CROOKSTON, Minn. — The Diocese of Crookston announced July 17 it has reached a $5 million settlement with victims/survivors of clergy sexual abuse. The settlement resolves 15 lawsuits for sexual abuse claims filed between April 2016 and May 2017 because of the Minnesota Child Victims Act. The legislation lifted the statute of limitations on abuse cases in Minnesota, opening a three-year window that allowed victims an opportunity to file civil claims even on cases alleged to have happened decades ago. “To all victims and survivors of sexual abuse by clergy, as the bishop of Crookston I apologize for the harm done to you by those entrusted with your spiritual care. Although you can never be fully compensated for your suffering, we are thankful this litigation has now come to a good end and are hopeful this settlement offers you justice and will be helpful for healing,” Bishop Michael J. Hoeppner wrote in a letter to Catholics of the diocese.


Pope: Church needs apostolate of prevention to protect minors from abuse

VATICAN CITY — Prevention is key in protecting minors from abuse, Pope Francis said. The protection of minors is a serious concern and what is needed is “an apostolate of prevention,” he said in a video message to Catholic leaders taking part in a safeguarding course at the Pontifical University of Mexico. The monthlong course, ending July 27, was sponsored by the Center for Interdisciplinary Research and Formation for the Protection of Minors, which collaborates with the Center for Child Protection of Rome’s Pontifical Gregorian University. Pope Francis greeted participants and praised the course in the video, posted in Spanish July 20 on the Vatican News site. The course was “important for all minors so that no one, no one abuses them, that no one may keep them from going to Jesus.”

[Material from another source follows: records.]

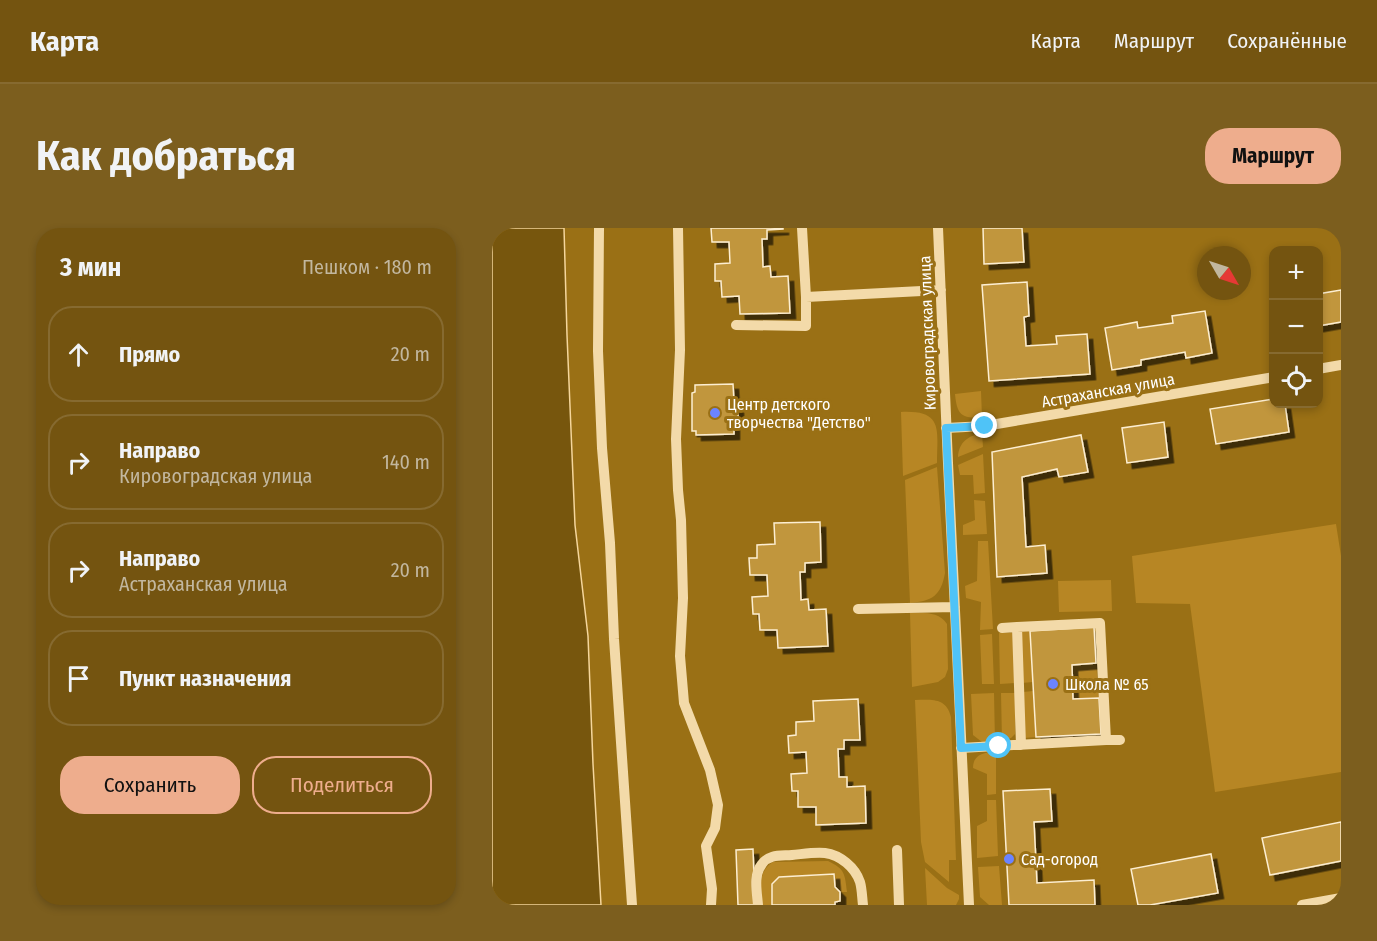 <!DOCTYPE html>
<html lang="ru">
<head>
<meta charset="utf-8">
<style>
  body { margin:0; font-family:"Fira Sans Condensed",sans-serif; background:#7c5e1e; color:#f1f3f6 }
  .controls { position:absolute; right:18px; top:18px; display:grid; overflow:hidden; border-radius:12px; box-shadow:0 3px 9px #0003 }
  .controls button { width:54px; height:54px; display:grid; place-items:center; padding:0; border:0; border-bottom:2px solid #866a30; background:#745410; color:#f1f3f6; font:30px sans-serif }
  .compass { position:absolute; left:705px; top:18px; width:54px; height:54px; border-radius:50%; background:#745410; box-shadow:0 3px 9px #0003; rotate:129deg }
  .stop { position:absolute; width:18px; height:18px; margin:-14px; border:4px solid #4fc3f7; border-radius:50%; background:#fff }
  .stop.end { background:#4fc3f7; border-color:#fff; box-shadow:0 2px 6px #0008 }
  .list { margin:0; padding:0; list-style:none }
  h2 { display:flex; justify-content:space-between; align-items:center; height:78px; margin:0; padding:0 24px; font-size:26px }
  h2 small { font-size:20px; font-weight:400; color:#c2b79f }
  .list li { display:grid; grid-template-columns:39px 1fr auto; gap:18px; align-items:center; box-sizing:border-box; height:96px; margin:0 12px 12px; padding:0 12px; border:2px solid #866a30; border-radius:24px }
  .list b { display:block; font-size:22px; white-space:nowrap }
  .list p { margin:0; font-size:20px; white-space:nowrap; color:#c2b79f }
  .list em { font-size:20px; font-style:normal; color:#c2b79f }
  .actions { display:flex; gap:12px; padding:18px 24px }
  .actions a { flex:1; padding:14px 0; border:2px solid #eead8d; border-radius:24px; text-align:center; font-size:21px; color:#eead8d }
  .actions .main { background:#eead8d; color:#111 }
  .icon { flex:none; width:33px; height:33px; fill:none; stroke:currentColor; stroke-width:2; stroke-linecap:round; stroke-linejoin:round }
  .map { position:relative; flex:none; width:849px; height:677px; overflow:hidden; border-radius:24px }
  header { display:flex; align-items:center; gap:36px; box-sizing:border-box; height:84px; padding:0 30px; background:#745410; border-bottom:2px solid #866a30 }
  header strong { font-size:28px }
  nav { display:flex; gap:33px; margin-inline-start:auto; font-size:21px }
  .intro { display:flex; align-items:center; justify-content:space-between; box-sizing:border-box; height:144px; padding:0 36px }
  h1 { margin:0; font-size:42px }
  .button { padding:15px 27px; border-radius:24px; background:#eead8d; color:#111; font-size:21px; font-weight:700 }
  main { display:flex; gap:36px; padding:0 36px }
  aside { flex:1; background:#745410; border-radius:24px; box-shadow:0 3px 9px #0003 }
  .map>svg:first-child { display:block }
</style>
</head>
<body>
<header>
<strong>Карта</strong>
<nav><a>Карта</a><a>Маршрут</a><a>Сохранённые</a></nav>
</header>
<div class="intro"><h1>Как добраться</h1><a class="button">Маршрут</a></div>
<main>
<aside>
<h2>3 мин<small>Пешком · 180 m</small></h2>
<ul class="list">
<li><svg class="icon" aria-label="ahead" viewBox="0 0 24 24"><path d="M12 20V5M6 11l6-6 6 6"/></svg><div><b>Прямо</b></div><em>20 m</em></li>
<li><svg class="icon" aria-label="right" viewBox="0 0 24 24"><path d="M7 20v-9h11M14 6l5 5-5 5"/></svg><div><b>Направо</b><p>Кировоградская улица</p></div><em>140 m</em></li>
<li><svg class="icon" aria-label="right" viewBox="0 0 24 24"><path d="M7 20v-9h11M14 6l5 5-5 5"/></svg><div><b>Направо</b><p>Астраханская улица</p></div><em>20 m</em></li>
<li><svg class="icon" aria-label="arrive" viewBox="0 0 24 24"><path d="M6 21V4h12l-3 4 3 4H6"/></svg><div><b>Пункт назначения</b></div></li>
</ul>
<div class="actions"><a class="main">Сохранить</a><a>Поделиться</a></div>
</aside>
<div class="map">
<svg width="849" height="677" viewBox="0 0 849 677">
  <defs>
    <filter id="shadow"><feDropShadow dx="5.5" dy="5.5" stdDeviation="0" flood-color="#0009"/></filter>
  </defs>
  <rect width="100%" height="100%" fill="#9a7015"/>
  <path fill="#b78624" d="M489,163L490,190C469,190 465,187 463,166Z
    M409,184C452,182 445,202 445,235L411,248Z
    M490,205L491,219L466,229C467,214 476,208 490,205Z
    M491,226L493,265L482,266L481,247H468L466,237Z
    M445,239L453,345C449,368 440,373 418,375L413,252Z
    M482,272L493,273L495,306L471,307V297L483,292Z
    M844,296L849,328V544L723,564L698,376L644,375L640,328Z
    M486,313H496L501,401L488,402L489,374L474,370L473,358L485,353Z
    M619,352L620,383L567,384L566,353Z
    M418,385C432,385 447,383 455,396L456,441L453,449L446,454L420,459Z
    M538,403L541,454L530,455L528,404Z
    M507,405H521L523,455L508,456Z
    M500,406L502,456H490L488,407Z
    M604,435L607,470L581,471L580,437Z
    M541,463L544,509L532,510L531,464Z
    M502,465L503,514H490L481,507L479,466Z
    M509,465H523V506L519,510L510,513Z
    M423,472C439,472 454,469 459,489L464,632H457V654L433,634L429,614Z
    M504,523V566L495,567V546L481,540C481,526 492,525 504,523Z
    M495,572H504L506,628L485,630V598L495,593Z
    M336,633C353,641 353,646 355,664H348L343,659L342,646L287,649L280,656V677H269C269,661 265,644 281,634Z
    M507,638L510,677H497L488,669L486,639Z
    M433,640L455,660L467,667V671L464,677H435Z"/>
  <path fill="#77560d" stroke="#f5d69c" stroke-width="1.5" d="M0,0H72L75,107L83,297L96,408L101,536L109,677H0Z"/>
  <path fill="#c1963d" stroke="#fdeed1" stroke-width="1.5" filter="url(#shadow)" d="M219,0H291V1L275,2V11H270L271,39L278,38L279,49L296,48L298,85L248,86L247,68L230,69L229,53H223V36L238,35L237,14H220Z
    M491,0H530L532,34L492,36Z
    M535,54L537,88L532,89L534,118L565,116L564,108L595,106L598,146L497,153L490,57Z
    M849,62V94L826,98V66Z
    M713,83L720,125L694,130L693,124L649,132V137L620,142L613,100L645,94L646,100L681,95L680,88Z
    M241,156L242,173L245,172L246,180V190H242V206L204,207V203H200V165L203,164V157Z
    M782,171V176H793L797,204L724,216L718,181Z
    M672,194L676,229L635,235L630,200Z
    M589,207L596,244L567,249L565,241L530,249L534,319L553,317L555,345L505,349L500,224Z
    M328,294L329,334L313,335V344H308L309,372L316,371L317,382L334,381L336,418L286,420L285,402H268L267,386H261L260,369L276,368L275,347H258L257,330H265V317L283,316L282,295Z
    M602,399L604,435L580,437L581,471L607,470L609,506L544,509L538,403Z
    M366,471L368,512H352V521H346L347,549H355V559L373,558L374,595L324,597V579H306V563H300L299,546L315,545L314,524L297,525L296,508L304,507V494L322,493L321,473Z
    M558,561L560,593L542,594L545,655L602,652L603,677H517L511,563Z
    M849,594V633L778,647L770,610Z
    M261,621L263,677H246L244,622Z
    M719,626L726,665L658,677H646L639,641Z
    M342,646L343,659L348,664V673L343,674V677H280V656L287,649Z"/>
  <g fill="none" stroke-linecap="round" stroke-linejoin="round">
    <path stroke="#f3daa9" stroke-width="10" d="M107,0L106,123L110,220L118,315L122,411L140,677
      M186,0L188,122L184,211L186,262L189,292L191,370L188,428L192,475L218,542L226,577L223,600L214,618L220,661L219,677
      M310,0L314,69L449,62
      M446,0L456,235L477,677
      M244,97L314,98V69
      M826,141L849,137
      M454,200L493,198L782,149
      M366,381L463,379
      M510,400L525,399
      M614,512H628
      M469,520L614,512L608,395L525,399L529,517
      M405,622L407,677
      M266,677C265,664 261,647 270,636C277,626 289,628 300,627C311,626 322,624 333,625C348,627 363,639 368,654C370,661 370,669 371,677
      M810,677L849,670"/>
  </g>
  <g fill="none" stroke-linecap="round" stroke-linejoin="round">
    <path stroke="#4fc3f7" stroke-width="8" d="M493,198L454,200L469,520L507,518"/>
  </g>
  <g fill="#6b84ff" stroke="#9a7015" stroke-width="2">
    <circle cx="223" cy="185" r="6"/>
    <circle cx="561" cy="456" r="6"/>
    <circle cx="517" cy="631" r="6"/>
  </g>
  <g text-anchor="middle" stroke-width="6" stroke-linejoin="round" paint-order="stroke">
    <g font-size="16" fill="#fff" stroke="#9a7015">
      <text transform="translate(435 105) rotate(-92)" y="6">Кировоградская улица</text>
      <text transform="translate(616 162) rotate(-10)" y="6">Астраханская улица</text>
    </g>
    <g font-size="16" fill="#fff" stroke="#9a7015" text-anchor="start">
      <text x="235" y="182">Центр детского<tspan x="235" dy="18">творчества "Детство"</tspan></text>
      <text x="573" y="462">Школа № 65</text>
      <text x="529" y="637">Сад-огород</text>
    </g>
  </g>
</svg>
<div class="controls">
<button>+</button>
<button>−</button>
<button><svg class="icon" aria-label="locate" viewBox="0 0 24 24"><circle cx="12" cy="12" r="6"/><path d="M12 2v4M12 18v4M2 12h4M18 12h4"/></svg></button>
</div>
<svg class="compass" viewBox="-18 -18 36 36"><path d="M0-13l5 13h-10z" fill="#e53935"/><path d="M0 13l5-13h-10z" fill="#c2b79f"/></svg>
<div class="stop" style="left:507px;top:518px"></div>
<div class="stop end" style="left:493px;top:198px"></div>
</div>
</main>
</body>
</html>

Archbishop: Sedition charges against prelates, VP are ‘beyond belief’

MANILA, Philippines — Philippine Church leaders said the filing of sedition charges against four Catholic bishops, three priests, and several government critics are “beyond belief.” In mid-July, the police’s Criminal Investigation and Detection Group filed charges of inciting sedition, cyber libel, libel and obstruction of justice against more than 40 people, including the country’s vice president and 35 members of the opposition. reported the complaint said they conspired to spread “false information” against the family of Philippine President Rodrigo Duterte and administration officials. It also said they were looking to “agitate the general population into staging mass protests with the possibility of bringing down the president.” “I am very saddened by this news and am greatly disturbed by this development,” said Archbishop Romulo Valles of Davao, president of the Catholic Bishops’ Conference of the Philippines. “That they are accused of sedition and other criminal complaints is for me beyond belief.”

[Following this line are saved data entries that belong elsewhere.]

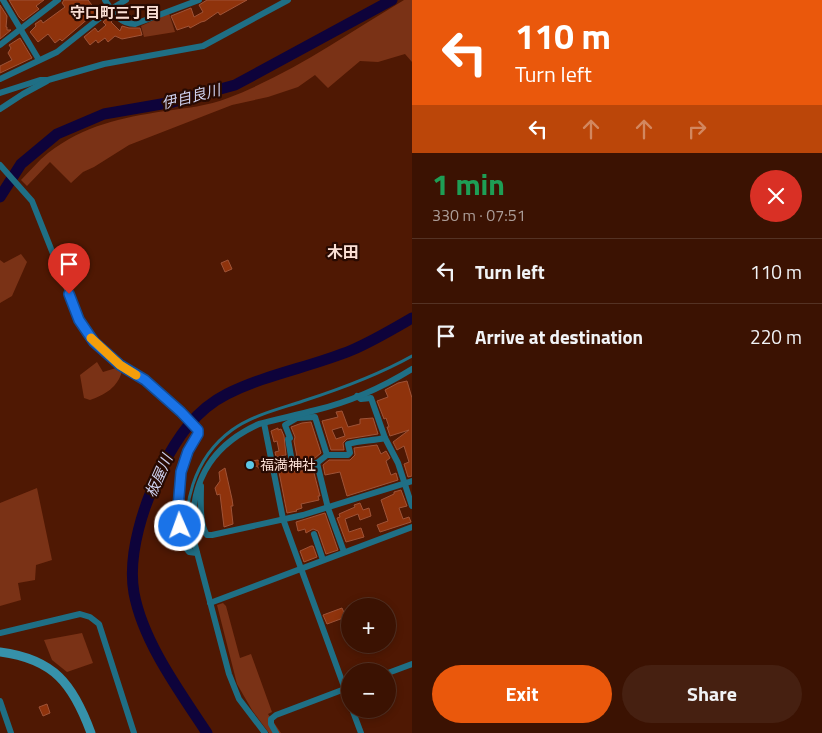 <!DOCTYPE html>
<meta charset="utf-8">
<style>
body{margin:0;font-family:"Titillium Web","Noto Sans JP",sans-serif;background:#462011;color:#f1f3f6;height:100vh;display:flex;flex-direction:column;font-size:19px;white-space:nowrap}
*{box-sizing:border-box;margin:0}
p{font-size:16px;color:#ac9e99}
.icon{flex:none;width:28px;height:28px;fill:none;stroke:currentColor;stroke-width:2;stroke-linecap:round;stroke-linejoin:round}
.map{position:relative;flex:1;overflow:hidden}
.details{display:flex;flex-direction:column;background:#3b1202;width:410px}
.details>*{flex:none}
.hud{background:#ea580c;color:#fff;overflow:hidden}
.buttons{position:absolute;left:341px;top:598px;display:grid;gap:10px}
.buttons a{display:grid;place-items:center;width:55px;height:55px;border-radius:50%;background:#3b1202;box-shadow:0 2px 8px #0003,0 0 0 1px #543224;font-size:25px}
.pin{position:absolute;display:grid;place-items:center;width:42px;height:42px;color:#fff;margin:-51px -21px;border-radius:50% 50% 50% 0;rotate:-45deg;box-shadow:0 0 5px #0007}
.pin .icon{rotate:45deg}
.me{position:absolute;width:55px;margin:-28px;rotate:358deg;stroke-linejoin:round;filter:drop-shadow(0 0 4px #0008)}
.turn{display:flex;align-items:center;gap:18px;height:105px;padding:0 20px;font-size:22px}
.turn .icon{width:65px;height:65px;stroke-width:2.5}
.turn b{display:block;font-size:35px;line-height:42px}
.lanes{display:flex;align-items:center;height:48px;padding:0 20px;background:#0003;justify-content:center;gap:25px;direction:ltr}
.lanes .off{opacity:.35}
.round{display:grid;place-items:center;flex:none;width:52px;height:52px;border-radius:26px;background:#462011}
.head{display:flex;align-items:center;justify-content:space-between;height:85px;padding:0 20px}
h1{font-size:30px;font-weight:700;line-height:38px;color:#1e9e55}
.action{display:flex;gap:10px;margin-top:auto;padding:10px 20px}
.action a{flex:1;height:58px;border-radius:30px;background:#ea580c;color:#fff;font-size:20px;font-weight:700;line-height:58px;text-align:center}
.action a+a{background:#462011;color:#f1f3f6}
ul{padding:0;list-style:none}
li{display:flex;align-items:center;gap:15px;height:65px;padding:0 20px;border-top:1px solid #543224}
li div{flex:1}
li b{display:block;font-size:19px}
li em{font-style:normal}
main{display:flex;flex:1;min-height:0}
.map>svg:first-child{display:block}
</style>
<main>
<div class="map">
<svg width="412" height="733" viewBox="0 0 412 733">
<rect width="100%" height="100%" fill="#4f1803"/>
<g fill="#7a3216">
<path d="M 404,0 L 412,0 L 412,62 L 405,54 L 378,62 L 360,61 L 328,88 L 315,75 L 298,87 L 268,97 L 232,105 L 129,145 L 94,167 L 83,172 L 71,183 L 50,162 L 27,186 L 21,180 C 30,171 38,161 48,153 C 85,125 120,118 165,111 C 186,108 208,106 228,98 C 291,74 347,34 404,0 Z"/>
<polygon points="169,13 175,32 144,37 141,26"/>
<polygon points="21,254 27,262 12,296 0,303 0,260 4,263"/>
<path d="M 97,362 L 103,372 L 116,368 L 122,371 C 118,387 105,395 90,400 L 84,398 L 80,375 Z"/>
<polygon points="37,488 52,560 36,565 35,580 18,583 21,600 0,606 0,503"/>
<polygon points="223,603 226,606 240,658 251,654 272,712 268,714 281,733 269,733 252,710 237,684 217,605"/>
<polygon points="82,633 93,663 67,672 52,660 44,640"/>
</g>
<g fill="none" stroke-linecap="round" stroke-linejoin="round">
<g stroke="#0e033b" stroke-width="11">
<polyline points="0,197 21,164 57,134 104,114 173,102 235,85 392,0"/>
<path d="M 207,733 C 180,692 143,642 134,593 C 127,554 144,504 161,469 C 177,438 195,410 227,394 C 267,374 311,367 352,350 C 373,341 393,329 412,318"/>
</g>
</g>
<g fill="#8f330c" stroke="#9f5337" fill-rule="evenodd">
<polygon points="9,0 44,0 36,6 39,9 23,21 19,17"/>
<polygon points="64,0 88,0 98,13 91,18 90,17 62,41 60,39 55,43 48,34 38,42 30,32 36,26 35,24 41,20 43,23 65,7 62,3"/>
<polygon points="207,0 247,0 220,15 218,12 205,21 201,22 190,28 189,26 177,30 171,16 191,8 194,17 203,12 199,5"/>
<polygon points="0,5 7,16 6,27 7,27 7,30 11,30 0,39"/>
<polygon points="110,16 113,20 111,22 120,31 122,26 129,28 140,28 142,35 122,39 115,36 108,42 105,38 98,43 96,40 90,45 84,37 95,28 98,32 106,25 103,22"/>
<polygon points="20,38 32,58 0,73 0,66 12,60 8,53 11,48 9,45"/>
<polygon points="228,260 232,269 225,272 221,263"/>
<polygon points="407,381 412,398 412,476 408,477 404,464 409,462 404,446 397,450 393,442 409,430 390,436 387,427 389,427 386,418 384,419 377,401 388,397 385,390 398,383"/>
<path d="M 342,411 L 348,427 L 360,424 L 360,419 L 373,418 L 378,434 L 347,439 L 343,443 L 344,450 L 331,450 L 322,421 L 338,417 L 336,412 ZM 342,427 L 345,436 L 336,439 L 332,430 Z"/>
<polygon points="311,422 321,453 315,458 298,462 294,441 295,437 291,427 302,423"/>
<polygon points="278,428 278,430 281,429 284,436 286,455 276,457 275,452 279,451 277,441 274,442 271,431"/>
<polygon points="377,445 381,454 386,451 390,458 386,461 391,475 396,473 398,480 347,496 340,472 325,475 323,465 329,460 350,460 355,455 354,448"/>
<polygon points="258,460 258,461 266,460 267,464 264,464 264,466 258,468 258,466 247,468 246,462"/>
<polygon points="288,465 295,472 313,469 320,496 318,496 319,500 301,504 302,508 296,510 297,511 287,513 278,467"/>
<polygon points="225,468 232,499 233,506 231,506 233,524 224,527 220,494 217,495 215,488 220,481 219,472"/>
<polygon points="401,490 407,506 399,508 403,519 409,517 411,522 380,532 377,525 388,521 381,500 394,494 394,492"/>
<polygon points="360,503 363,510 369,508 371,516 360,520 358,514 345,519 349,532 361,528 364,537 346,542 337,518 340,517 339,514 355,507 354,505"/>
<polygon points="325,513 338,550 326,554 318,531 313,529 306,533 305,529 298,531 296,522"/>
<polygon points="311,546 313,546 317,557 304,562 300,551"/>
<polygon points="342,608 346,617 327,624 323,615"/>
<polygon points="47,704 50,713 43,716 39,707"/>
</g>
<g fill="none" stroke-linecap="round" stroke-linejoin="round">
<path stroke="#1f6f85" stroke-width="3" d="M 192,552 C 178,508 195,457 232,430 C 253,415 279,409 303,401 C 340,389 378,375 412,356"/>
<g stroke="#1f6f85" stroke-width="6">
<polyline points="3,0 39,60"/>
<path d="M 105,0 C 113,12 119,24 135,24 L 199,0"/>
<polyline points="0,45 58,0"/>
<polyline points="0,79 57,52 111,9 126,0"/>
<polyline points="0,93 40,80 48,80 104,64 203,46 288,0"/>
<polyline points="0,109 23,94 47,81"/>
<polyline points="0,165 32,201 79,319 94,342 120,365 145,380 181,412 198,430 198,434 185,460 179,492 178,508 181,535 185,547 189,552 197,553"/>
<polyline points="357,396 361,399 371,398 385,438 398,463 412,506"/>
<path d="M 296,415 L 297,418 L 285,425 L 290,438 L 288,439 L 292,462 L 296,467 L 317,463 L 327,455 L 348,455 L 350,453 L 348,444 C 360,440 372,441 385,438"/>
<polyline points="297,418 315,417 327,455"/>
<polyline points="264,423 283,519 350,703"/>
<polyline points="317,463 328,508 344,552"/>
<path d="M 201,486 C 201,499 199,524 207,535 L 212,535 L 303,515 L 412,481"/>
<polyline points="314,534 323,560"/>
<polyline points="210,603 412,527"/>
<polyline points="0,633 80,614 90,617 99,624 134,733"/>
<polyline points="388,673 412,664"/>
<polyline points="0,701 11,733"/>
<polyline points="352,709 361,733"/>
<path d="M 265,733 L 239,699 L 229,674 L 194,541 C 188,486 208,447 259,424 C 278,419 297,415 316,410 C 349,402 383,387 412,369"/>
<polyline points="276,733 271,724 271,719 276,715 350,687"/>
</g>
<path stroke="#3691aa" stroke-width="9" d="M 0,652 C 54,659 73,684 91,733"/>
</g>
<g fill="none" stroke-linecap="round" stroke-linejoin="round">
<g stroke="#114b97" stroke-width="12">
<polyline id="route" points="69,294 79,320 94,342 120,365 145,380 181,412 198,430 198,434 188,451 181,472 178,508 180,526"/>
</g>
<use href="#route" stroke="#1a73e8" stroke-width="9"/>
<polyline stroke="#f59e0b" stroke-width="9" points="91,338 120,365 136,375"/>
</g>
<circle fill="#5cc7e7" stroke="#280a02" stroke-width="2" cx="250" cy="465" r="5"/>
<g text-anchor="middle" stroke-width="4.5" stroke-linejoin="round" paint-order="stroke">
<g font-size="14" fill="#fadfd5" stroke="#280a02" text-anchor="start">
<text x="260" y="470">福満神社</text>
</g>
<g font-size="15" font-weight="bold" fill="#fadfd5" stroke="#280a02">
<text x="115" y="18">守口町三丁目</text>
</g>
<g font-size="15" font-style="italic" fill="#ced1ee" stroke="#280a02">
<text transform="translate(191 97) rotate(-14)" y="5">伊自良川</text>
<text transform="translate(159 476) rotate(-66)" y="5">板屋川</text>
</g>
<g font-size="16" font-weight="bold" fill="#fadfd5" stroke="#280a02">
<text x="343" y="258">木田</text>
</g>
</g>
</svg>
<div class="buttons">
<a>+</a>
<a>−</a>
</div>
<div class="pin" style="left:69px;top:294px;background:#d93025"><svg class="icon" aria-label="arrive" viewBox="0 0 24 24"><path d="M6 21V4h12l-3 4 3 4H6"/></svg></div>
<svg class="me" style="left:180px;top:526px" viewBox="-20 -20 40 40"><circle r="17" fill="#1a73e8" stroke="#fff" stroke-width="3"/><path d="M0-11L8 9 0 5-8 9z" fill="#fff"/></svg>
</div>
<section class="details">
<div class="hud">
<div class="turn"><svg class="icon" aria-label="left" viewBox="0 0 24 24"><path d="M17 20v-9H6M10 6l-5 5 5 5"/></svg><div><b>110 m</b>Turn left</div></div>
<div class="lanes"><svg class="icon" aria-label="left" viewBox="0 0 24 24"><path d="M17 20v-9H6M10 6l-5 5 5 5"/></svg><svg class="icon off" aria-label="ahead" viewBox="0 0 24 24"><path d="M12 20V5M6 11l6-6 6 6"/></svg><svg class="icon off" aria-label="ahead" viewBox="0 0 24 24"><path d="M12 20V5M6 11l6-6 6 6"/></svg><svg class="icon off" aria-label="right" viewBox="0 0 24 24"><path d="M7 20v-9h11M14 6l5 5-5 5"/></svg></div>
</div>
<div class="head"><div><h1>1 min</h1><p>330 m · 07:51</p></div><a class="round" style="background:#d93025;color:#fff"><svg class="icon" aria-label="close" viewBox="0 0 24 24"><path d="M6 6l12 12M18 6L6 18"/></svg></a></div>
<ul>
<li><svg class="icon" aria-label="left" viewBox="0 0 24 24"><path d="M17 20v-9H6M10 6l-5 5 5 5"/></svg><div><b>Turn left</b></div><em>110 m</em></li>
<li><svg class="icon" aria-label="arrive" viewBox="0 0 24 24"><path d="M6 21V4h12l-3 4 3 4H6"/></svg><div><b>Arrive at destination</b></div><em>220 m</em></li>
</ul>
<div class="action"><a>Exit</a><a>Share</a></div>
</section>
</main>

Bishop: Italian doctors should get chance to help 5-year-old London girl

MANCHESTER, England — Italian medics should be given a chance to help a London girl who British doctors believe should die, a bishop said. Tafida Raqeeb, 5, collapsed at home Feb. 9 after she developed a blood clot on her brain; she has been in a coma since. In June, doctors from The Royal London Hospital informed Shelina Begum and Mohammed Raqeeb, the child’s parents, that they could not treat her successfully and it would be in their daughter’s “best interests” for artificial nutrition and hydration to be withdrawn so she would die. But the parents now want to take Tafida to the Gaslini Children’s Hospital in Genoa, Italy, where doctors have expressed the view that they might be able to bring the girl out of the coma within months. Royal London Hospital refused permission to transfer the child, however, so the parents filed a legal challenge against the decision at the High Court July 16. The judge deferred the hearing until July 22. Auxiliary Bishop John Sherrington of Westminster, the lead bishop for life issues for the Bishops’ Conference of England and Wales, issued a statement July 18 to say that Italian doctors should be given a chance to save the child’s life.